** Opening DATA TO PROCESS block **
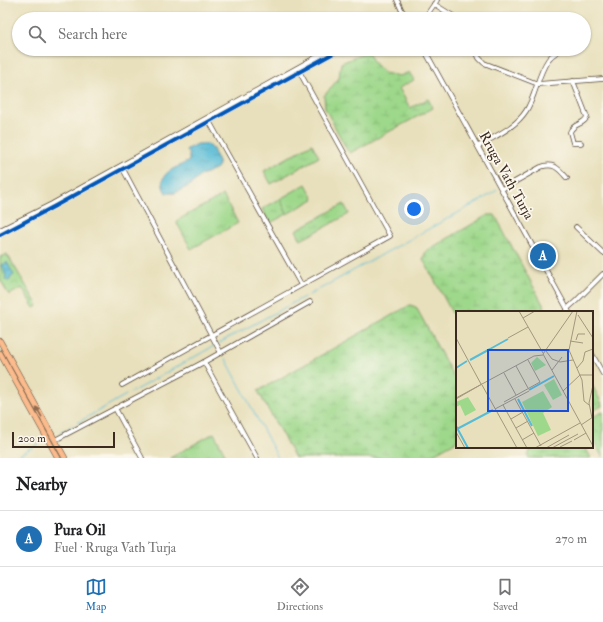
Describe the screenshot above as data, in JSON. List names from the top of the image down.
{
  "streets": {
    "street": ["Rruga Vath Turja"]
  },
  "scale_bar": "200 m",
  "page": {
    "search": "Search here",
    "pins": "A",
    "scale": "200 m",
    "heading": "Nearby",
    "list": [
      {
        "mark": "A",
        "name": "Pura Oil",
        "note": "Fuel · Rruga Vath Turja",
        "value": "270 m"
      }
    ],
    "nav": ["Map", "Directions", "Saved"]
  }
}
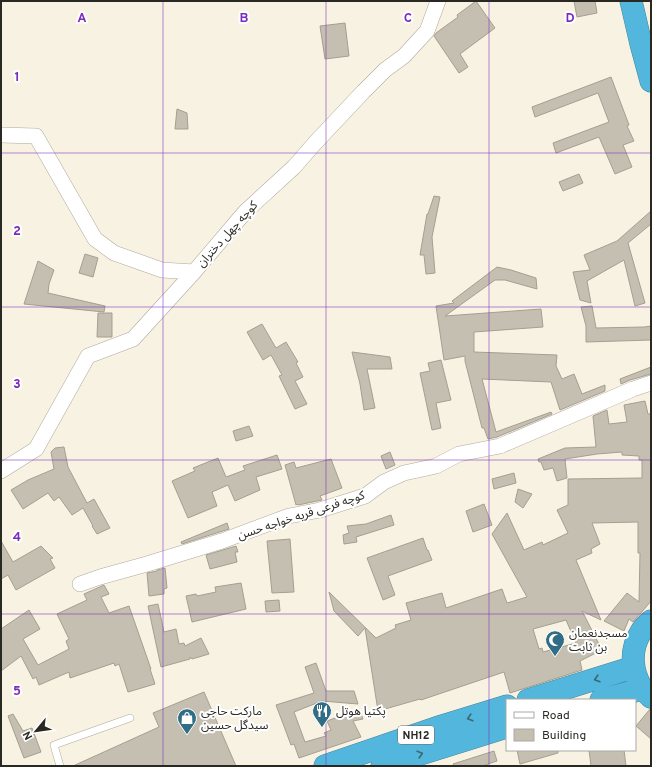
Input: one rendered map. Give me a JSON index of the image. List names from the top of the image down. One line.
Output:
{"streets":{"highway":["NH12"],"street":["کوچه چهل دختران","کوچه فرعی قریه خواجه حسن"]},"places":{"mosque":["مسجدنعمان بن ثابت"],"restaurant":["پکتیا هوتل"],"shop":["مارکت حاجی سیدگل حسین"]},"legend":["Road","Building"],"north":"bottom left","grid":{"columns":["A","B","C","D"],"rows":["1","2","3","4","5"]}}
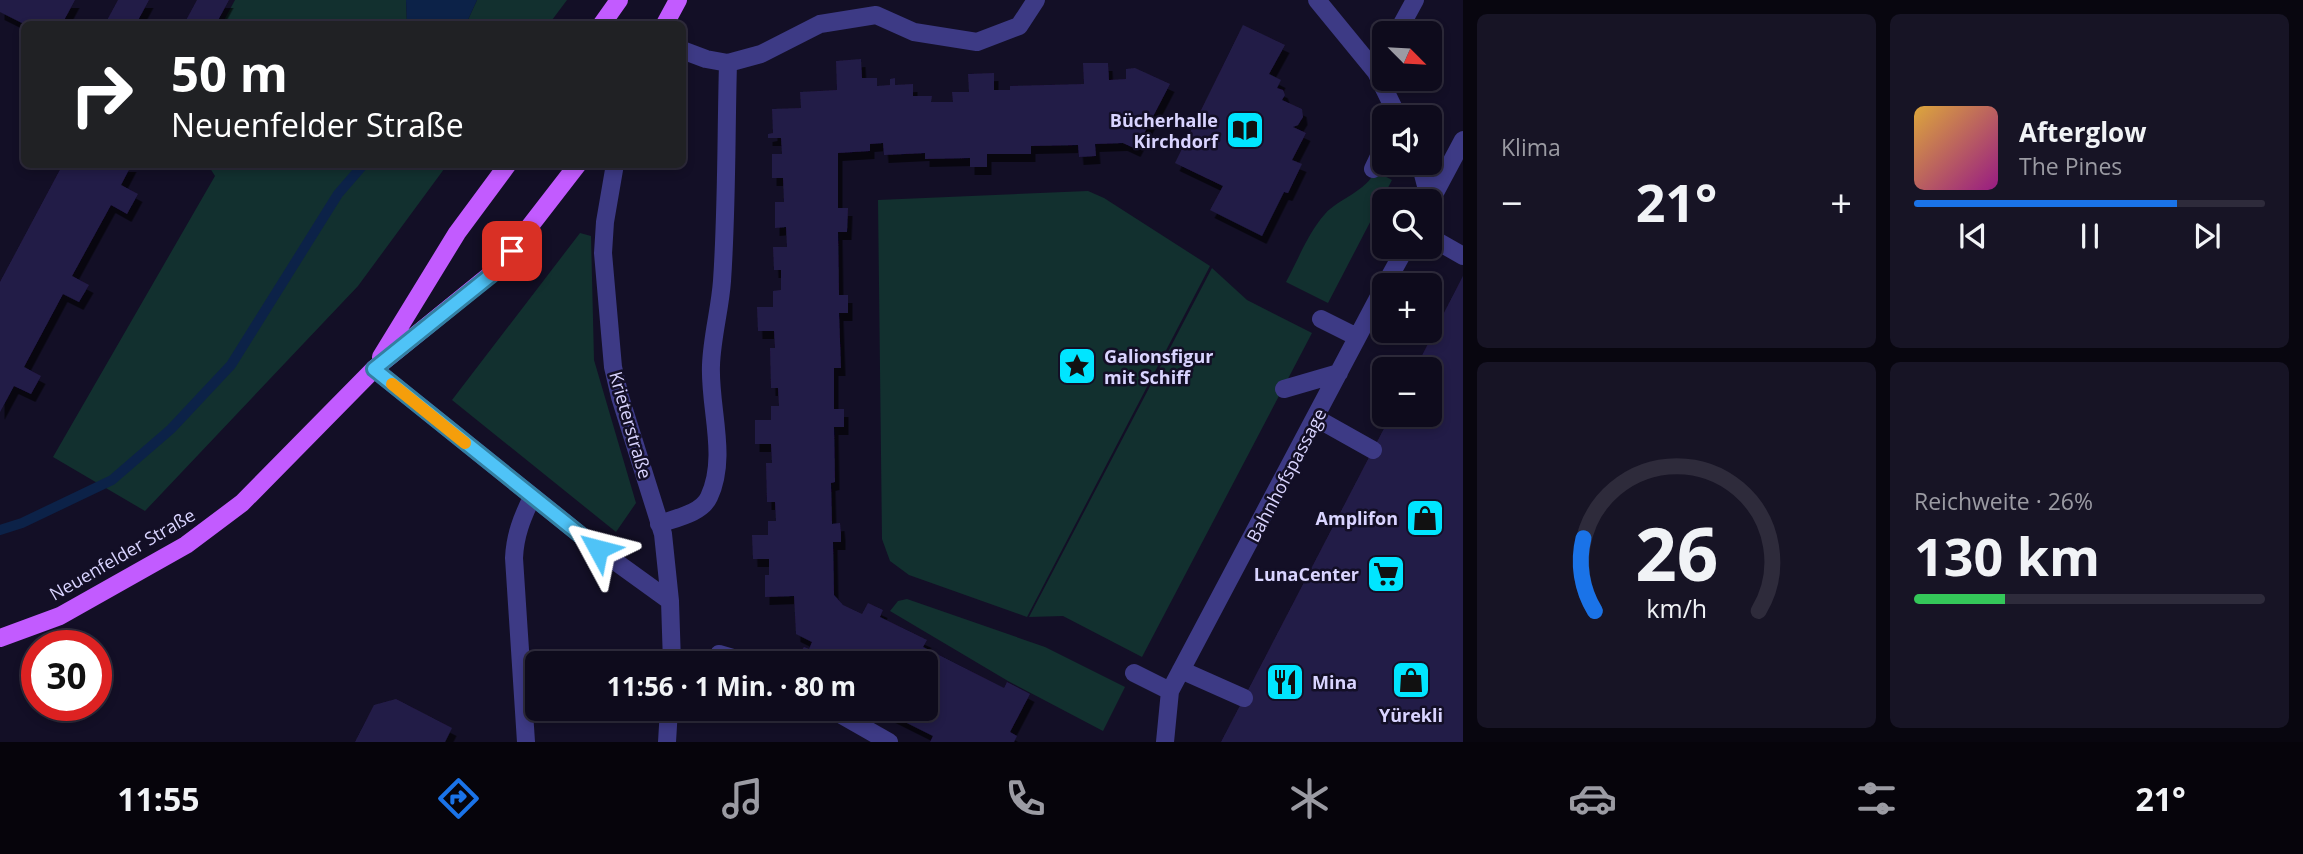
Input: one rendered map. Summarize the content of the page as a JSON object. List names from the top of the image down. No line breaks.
{"streets":{"main road":["Neuenfelder Straße"],"street":["Krieterstraße","Bahnhofspassage"]},"places":{"library":["Bücherhalle Kirchdorf"],"place":["Galionsfigur mit Schiff"],"shop":["Amplifon","Yürekli"],"supermarket":["LunaCenter"],"restaurant":["Mina"]},"north":"bottom right","page":{"tile":["Klima",["Reichweite · 26%","130 km"]],"map_buttons":["+","−"],"turn":["50 m","Neuenfelder Straße"],"song":["Afterglow","The Pines"],"heat":["−","21°","+"],"limit":"30","trip":"11:56 · 1 Min. · 80 m","tabs":["11:55","21°"],"gauge":["26","km/h"]}}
** Closing DATA TO PROCESS block **
- _YOUR OBJECTIVE_: Exactly the lines from the top of the listing through the line with "Input: one rendered map. Give", and no pictures, should be printed.

- _ANSWER SPACE_:
Describe the screenshot above as data, in JSON. List names from the top of the image down.
{
  "streets": {
    "street": ["Rruga Vath Turja"]
  },
  "scale_bar": "200 m",
  "page": {
    "search": "Search here",
    "pins": "A",
    "scale": "200 m",
    "heading": "Nearby",
    "list": [
      {
        "mark": "A",
        "name": "Pura Oil",
        "note": "Fuel · Rruga Vath Turja",
        "value": "270 m"
      }
    ],
    "nav": ["Map", "Directions", "Saved"]
  }
}
Input: one rendered map. Give me a JSON index of the image. List names from the top of the image down. One line.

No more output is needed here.